"Not funny, Ax," I said. "They got paved roads, but no cars that I've seen. We followed an old road part of the way. It's worn out and unused. I'll tell you about it later."

"See what's going on, if you can, Bill," said Axel. "We're still getting a lot of radio from Pnyx."

"I came here for information and I'll find something to report," I said. "Keep listening."

I slipped on my helmet, picked up my rifle and went through the locks.

I could feel the city as I stepped from the Mars-car. There's a kind of sensation you get when you're approaching a large metropolis, and it holds true on earth as well as on Mars. It's much different from the way you feel in the wide open spaces—on the prairie or in the mountains. Maybe it's extrasensory perception. Or maybe the soles of our feet transmit seismic vibrations of living people to our nerves. I had the feeling now.

Gripping my rifle I moved toward a little ridge just ahead of where I'd stopped the car.
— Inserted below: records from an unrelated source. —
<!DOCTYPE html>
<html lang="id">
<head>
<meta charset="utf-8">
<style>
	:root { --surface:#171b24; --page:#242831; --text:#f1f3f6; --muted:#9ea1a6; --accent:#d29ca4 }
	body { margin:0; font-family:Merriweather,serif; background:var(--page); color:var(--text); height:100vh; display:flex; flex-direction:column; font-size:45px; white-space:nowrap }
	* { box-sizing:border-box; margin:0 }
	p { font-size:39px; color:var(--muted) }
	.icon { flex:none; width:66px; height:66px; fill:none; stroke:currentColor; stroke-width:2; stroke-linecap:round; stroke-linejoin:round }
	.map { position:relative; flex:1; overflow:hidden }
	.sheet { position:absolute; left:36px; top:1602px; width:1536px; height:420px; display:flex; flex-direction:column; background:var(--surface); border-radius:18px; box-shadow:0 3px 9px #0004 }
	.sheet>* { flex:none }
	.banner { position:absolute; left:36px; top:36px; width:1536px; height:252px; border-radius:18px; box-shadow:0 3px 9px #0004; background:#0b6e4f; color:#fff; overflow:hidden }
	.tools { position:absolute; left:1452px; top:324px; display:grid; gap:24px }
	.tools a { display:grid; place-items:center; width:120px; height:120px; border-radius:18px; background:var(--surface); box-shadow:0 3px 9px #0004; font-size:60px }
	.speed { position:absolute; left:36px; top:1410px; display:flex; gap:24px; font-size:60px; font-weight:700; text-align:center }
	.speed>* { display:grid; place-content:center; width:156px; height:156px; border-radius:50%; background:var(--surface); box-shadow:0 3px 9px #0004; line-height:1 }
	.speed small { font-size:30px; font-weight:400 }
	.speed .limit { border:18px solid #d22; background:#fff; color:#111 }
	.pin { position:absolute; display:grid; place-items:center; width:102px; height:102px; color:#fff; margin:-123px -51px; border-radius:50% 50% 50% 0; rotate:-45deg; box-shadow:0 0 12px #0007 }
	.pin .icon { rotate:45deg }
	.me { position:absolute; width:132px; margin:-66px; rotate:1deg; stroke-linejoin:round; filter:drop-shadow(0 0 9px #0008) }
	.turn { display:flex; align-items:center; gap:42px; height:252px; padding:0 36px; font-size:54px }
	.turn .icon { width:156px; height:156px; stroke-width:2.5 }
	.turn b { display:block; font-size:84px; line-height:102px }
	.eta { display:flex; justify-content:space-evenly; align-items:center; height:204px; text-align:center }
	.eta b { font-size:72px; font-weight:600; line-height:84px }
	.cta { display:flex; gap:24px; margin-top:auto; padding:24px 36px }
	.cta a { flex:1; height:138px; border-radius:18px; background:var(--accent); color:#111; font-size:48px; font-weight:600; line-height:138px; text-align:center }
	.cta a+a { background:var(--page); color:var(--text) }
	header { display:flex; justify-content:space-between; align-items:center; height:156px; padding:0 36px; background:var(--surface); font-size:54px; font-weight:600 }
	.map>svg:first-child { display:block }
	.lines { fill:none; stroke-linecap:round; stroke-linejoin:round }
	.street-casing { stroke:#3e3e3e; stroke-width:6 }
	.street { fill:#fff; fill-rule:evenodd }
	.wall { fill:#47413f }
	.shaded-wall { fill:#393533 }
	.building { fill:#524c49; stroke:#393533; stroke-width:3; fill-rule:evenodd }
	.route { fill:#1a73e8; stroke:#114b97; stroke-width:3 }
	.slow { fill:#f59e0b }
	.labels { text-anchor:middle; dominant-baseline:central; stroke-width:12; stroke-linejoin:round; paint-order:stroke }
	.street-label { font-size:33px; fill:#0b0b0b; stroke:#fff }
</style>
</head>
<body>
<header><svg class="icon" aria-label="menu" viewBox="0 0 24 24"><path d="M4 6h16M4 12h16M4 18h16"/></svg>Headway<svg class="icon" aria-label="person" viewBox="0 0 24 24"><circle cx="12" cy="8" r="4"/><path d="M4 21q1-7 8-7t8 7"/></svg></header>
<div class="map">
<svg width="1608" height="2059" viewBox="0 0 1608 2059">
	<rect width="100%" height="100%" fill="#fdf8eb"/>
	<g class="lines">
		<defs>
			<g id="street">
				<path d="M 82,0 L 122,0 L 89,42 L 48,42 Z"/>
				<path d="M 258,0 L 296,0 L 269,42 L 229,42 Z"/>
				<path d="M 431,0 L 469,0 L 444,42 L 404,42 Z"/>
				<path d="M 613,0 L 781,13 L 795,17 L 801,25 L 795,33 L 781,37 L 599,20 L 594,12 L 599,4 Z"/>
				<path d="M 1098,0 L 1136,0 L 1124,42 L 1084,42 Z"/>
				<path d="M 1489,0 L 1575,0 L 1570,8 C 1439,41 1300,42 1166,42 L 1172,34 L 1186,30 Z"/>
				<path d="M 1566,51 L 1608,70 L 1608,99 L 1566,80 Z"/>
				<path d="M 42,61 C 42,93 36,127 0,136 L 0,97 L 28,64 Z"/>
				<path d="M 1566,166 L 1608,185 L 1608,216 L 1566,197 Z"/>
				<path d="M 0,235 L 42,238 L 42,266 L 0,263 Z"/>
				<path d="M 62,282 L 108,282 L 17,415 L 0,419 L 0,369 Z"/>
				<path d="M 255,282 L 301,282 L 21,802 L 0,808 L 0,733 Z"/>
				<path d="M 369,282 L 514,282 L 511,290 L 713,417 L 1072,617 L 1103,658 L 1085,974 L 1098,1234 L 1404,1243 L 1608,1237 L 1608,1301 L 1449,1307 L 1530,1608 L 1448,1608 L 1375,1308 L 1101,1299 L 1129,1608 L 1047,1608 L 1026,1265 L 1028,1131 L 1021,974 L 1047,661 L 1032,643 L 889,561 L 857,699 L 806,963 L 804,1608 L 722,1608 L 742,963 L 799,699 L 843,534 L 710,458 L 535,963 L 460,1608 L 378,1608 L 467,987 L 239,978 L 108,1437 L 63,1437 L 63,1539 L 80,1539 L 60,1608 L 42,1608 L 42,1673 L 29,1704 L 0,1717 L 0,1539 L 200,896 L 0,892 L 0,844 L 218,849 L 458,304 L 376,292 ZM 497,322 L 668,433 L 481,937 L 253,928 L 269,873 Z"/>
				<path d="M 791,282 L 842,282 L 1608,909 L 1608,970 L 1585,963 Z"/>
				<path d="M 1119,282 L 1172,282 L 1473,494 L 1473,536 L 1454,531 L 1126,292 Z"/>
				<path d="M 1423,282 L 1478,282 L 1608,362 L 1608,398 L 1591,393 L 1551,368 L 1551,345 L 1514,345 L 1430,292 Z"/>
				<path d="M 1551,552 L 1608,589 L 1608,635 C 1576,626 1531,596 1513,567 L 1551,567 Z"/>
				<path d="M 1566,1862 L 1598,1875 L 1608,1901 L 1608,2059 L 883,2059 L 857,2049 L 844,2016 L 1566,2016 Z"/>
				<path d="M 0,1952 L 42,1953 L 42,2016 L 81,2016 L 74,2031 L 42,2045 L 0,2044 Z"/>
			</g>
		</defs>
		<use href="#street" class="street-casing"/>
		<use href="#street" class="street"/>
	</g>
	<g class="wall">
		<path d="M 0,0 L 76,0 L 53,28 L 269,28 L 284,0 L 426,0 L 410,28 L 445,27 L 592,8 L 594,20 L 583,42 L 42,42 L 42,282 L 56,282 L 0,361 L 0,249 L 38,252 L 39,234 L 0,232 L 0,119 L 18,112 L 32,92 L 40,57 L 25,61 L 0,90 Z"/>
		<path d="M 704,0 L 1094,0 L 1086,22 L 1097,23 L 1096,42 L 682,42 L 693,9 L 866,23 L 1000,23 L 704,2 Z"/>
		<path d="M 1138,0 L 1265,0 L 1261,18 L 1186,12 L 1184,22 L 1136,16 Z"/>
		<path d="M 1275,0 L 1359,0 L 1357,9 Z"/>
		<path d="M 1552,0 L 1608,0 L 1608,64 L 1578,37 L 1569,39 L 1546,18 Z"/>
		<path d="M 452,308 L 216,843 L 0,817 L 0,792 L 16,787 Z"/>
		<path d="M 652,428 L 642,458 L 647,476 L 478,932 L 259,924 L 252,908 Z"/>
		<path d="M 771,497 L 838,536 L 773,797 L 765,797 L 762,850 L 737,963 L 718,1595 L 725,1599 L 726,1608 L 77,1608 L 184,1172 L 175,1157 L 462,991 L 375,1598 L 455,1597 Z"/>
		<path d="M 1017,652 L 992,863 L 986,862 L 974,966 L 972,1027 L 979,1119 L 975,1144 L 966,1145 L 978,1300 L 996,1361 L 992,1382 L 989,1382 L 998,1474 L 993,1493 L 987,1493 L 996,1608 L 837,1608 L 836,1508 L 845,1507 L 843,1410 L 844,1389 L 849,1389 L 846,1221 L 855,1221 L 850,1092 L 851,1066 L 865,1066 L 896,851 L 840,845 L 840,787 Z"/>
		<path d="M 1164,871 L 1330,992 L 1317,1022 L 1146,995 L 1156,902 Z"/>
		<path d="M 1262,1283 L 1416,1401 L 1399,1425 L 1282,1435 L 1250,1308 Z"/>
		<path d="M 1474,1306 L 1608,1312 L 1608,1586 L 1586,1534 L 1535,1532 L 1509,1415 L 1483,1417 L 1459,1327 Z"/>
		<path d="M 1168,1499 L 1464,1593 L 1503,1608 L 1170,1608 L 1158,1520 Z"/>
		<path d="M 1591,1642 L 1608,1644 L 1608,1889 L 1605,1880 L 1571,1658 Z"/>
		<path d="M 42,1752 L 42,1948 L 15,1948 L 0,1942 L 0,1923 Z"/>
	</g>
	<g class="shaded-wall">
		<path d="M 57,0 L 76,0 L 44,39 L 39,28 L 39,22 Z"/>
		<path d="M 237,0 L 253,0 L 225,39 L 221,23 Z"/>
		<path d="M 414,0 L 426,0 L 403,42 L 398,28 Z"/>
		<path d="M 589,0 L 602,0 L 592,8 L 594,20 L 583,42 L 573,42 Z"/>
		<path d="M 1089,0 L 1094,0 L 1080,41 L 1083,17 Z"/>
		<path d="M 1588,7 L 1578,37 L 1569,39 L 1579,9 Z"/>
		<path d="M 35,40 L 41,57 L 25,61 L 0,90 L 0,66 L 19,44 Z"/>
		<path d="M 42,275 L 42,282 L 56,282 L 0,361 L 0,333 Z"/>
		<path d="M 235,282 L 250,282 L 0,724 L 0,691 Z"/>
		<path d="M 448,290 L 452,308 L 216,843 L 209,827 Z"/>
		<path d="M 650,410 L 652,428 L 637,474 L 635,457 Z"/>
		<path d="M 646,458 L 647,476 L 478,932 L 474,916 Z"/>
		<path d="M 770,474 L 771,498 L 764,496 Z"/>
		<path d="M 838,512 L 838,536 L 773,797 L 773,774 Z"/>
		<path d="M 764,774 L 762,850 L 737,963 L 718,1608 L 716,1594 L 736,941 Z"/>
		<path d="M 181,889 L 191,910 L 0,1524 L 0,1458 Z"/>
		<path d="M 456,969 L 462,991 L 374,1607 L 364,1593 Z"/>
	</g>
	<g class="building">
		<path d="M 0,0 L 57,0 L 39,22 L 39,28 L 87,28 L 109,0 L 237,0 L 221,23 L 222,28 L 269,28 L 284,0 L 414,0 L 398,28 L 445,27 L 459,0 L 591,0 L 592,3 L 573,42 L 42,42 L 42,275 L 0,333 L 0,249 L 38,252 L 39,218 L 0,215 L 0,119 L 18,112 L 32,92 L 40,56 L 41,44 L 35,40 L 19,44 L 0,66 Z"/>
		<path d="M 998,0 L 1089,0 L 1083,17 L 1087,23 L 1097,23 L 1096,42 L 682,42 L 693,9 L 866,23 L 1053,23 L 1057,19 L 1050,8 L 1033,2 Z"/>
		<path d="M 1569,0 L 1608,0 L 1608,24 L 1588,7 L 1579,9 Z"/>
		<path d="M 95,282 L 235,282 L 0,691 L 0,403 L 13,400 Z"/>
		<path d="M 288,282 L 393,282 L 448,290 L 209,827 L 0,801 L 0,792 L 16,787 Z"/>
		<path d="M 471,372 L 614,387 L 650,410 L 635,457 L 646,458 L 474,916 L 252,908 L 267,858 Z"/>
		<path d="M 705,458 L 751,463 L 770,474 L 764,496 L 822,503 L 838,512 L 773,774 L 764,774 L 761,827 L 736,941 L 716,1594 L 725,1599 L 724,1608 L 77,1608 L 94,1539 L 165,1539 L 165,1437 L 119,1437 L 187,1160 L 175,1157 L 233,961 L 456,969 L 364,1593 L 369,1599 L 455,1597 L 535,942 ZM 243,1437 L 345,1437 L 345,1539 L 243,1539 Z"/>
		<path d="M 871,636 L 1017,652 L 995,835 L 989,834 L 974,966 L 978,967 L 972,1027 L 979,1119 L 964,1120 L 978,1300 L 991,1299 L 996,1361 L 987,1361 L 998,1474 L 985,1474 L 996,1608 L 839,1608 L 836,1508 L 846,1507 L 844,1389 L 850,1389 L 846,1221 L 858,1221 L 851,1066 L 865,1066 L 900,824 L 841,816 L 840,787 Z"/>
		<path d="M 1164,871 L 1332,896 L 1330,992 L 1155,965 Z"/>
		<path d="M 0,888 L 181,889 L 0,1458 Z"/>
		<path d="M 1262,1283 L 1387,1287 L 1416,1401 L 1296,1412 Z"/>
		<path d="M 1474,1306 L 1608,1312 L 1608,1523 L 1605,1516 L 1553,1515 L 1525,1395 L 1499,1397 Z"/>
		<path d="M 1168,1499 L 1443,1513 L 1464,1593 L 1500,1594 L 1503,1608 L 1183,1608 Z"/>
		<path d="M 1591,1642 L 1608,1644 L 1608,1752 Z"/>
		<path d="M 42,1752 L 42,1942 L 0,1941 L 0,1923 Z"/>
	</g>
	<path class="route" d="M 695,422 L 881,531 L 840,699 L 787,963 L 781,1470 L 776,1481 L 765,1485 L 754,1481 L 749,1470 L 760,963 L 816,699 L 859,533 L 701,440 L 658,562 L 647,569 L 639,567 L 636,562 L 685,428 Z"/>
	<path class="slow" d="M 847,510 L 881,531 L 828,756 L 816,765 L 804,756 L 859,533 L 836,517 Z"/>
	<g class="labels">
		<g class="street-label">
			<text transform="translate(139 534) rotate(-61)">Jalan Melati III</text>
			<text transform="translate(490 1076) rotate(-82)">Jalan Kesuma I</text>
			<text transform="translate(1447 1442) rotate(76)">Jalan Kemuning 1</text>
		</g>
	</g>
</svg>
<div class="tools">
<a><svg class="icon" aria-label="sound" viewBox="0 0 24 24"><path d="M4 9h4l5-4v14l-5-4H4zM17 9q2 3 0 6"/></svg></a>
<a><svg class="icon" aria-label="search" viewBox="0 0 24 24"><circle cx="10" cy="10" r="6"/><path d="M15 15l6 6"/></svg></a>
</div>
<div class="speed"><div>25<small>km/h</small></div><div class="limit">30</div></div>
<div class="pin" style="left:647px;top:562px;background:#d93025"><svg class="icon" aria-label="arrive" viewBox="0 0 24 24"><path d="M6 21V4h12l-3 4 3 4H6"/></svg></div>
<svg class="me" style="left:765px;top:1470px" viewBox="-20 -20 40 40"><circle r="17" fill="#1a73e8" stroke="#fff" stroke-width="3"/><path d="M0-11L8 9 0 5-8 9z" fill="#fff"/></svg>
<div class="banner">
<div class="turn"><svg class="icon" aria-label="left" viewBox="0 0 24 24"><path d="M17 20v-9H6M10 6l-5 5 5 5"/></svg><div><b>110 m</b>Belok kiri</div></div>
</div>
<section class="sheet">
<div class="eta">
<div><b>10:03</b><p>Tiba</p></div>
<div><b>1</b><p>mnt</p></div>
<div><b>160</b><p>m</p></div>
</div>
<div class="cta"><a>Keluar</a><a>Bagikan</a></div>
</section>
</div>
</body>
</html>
This ridge, I'd hoped, would protect the car from radar detection on the part of the Martians, but I believed I could risk a glance at the highway over the top of it without exposing our location.

I was about a half mile from the road and, from the ridge, I could see it, crowded with Martians, trotting in formation eastward toward the canal. They walked five abreast and there must have been hundreds of them.
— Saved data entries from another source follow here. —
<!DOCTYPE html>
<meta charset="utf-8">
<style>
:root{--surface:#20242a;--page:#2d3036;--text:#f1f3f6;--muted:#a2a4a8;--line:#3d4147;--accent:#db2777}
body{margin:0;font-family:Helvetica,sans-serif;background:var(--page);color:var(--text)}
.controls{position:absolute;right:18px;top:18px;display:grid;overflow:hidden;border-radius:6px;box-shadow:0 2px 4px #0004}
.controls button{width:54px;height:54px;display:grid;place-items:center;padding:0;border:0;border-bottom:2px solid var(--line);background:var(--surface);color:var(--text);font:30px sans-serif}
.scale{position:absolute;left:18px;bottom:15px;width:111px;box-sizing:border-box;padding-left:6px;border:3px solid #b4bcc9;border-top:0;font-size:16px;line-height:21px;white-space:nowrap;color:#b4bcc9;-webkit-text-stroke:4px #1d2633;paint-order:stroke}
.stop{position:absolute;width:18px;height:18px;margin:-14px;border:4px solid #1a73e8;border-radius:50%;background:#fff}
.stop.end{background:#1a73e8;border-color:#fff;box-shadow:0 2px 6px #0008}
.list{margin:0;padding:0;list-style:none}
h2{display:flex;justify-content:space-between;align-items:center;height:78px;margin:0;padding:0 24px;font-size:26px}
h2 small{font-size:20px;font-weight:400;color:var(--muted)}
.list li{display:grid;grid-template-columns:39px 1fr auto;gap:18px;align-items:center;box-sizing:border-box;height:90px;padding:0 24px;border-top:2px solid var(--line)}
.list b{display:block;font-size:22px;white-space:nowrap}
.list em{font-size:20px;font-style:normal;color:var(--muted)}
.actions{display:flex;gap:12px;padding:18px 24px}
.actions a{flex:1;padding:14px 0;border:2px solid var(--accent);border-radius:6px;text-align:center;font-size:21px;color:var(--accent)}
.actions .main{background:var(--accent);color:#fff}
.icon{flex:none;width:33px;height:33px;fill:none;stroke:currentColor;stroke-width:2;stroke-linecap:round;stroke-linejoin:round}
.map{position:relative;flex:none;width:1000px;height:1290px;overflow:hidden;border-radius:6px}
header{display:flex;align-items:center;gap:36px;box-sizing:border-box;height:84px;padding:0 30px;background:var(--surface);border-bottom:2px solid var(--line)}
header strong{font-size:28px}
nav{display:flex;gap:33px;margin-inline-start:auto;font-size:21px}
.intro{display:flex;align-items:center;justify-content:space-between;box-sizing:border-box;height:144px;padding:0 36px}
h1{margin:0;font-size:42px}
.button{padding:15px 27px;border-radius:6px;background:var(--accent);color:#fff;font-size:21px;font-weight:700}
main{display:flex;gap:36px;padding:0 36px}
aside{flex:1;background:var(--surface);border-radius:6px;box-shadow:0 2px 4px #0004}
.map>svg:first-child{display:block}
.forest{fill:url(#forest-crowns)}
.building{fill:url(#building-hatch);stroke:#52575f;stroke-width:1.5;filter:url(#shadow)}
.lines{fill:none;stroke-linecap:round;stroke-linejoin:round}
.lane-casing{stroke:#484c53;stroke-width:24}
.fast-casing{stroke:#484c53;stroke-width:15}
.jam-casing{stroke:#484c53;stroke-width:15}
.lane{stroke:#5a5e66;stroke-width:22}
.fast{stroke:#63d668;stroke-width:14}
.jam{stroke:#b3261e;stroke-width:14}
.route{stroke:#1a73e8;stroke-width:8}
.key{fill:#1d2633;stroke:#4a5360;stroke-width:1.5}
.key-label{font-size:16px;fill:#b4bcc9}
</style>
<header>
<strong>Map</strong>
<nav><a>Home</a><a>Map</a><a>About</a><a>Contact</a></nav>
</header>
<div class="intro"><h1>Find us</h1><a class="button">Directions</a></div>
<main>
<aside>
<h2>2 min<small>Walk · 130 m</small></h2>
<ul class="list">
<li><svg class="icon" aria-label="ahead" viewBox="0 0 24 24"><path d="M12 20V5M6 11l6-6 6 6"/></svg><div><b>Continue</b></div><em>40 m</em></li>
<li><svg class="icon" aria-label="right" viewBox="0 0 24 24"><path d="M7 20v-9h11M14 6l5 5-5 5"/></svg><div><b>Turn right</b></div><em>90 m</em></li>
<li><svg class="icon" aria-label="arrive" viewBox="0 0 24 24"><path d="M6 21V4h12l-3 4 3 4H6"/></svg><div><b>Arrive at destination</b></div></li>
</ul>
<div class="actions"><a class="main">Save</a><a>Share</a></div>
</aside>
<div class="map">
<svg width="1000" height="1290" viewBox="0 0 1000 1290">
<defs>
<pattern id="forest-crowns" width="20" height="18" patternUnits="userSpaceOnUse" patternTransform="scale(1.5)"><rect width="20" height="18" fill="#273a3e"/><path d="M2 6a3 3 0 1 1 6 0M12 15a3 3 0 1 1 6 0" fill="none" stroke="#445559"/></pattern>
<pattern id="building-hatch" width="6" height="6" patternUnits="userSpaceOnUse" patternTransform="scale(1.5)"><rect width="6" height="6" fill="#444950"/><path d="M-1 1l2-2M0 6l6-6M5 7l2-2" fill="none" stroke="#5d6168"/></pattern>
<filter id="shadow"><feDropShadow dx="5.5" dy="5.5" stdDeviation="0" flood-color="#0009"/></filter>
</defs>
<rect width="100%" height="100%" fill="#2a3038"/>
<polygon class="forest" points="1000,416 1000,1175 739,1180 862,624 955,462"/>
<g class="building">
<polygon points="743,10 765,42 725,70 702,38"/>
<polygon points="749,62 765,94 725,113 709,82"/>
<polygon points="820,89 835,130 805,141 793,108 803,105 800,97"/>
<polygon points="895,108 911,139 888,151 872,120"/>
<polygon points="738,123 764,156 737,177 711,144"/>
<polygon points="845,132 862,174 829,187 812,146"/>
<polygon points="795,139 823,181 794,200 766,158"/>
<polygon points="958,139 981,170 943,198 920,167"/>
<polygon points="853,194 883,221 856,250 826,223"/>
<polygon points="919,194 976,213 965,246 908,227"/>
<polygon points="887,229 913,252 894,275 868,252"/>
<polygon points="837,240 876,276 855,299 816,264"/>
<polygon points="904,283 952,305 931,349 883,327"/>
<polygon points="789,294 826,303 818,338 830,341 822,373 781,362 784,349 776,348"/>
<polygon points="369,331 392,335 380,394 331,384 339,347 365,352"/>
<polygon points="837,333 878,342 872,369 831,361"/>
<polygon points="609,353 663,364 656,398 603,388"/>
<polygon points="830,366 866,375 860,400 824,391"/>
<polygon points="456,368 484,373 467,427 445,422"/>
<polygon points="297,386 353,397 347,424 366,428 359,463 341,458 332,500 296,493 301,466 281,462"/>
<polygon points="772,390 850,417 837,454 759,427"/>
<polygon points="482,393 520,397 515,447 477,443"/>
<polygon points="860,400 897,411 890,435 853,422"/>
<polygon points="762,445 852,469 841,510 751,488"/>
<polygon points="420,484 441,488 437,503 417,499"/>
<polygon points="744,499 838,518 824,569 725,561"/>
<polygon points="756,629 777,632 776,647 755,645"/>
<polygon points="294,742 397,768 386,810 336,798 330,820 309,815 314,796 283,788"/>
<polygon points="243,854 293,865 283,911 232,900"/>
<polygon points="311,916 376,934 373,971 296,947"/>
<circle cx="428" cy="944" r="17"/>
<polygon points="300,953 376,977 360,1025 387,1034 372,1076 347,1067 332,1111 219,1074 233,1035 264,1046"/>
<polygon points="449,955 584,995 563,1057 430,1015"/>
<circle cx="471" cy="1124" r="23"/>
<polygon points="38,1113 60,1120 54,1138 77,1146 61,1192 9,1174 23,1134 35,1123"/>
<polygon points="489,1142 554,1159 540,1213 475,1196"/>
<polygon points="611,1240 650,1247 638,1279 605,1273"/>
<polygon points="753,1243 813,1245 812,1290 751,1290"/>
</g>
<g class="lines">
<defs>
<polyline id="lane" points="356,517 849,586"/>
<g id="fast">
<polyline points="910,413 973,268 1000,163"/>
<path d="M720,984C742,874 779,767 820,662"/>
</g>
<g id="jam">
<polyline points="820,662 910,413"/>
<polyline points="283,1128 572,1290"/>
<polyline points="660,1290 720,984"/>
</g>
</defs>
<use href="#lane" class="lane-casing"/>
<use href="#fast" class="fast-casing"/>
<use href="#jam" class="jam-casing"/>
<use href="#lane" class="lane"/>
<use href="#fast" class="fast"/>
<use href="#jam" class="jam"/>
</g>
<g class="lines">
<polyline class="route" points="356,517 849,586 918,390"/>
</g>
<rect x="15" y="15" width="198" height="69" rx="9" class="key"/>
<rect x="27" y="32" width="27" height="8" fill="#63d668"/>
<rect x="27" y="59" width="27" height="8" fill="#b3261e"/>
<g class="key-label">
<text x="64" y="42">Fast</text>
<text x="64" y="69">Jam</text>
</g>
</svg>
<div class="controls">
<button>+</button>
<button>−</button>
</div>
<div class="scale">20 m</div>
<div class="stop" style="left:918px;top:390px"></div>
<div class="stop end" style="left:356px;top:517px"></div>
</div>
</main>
I didn't have to be a Martian to recognize that this was a military group. Soldiers. Ants march to war like humans do. It's another fundamental that may have its roots in atomic energy, or in the nuclear intelligence that has formed all life so that atoms can control their destiny.

No local war was to be fought by these troops. They were off to meet the earthlings, in the first interplanetary war of the solar system.

So interested was I in watching the Martians that I didn't realize I was standing in full view; and I'd been seen, but not by the marching Martians, of which there were at least fifteen hundred.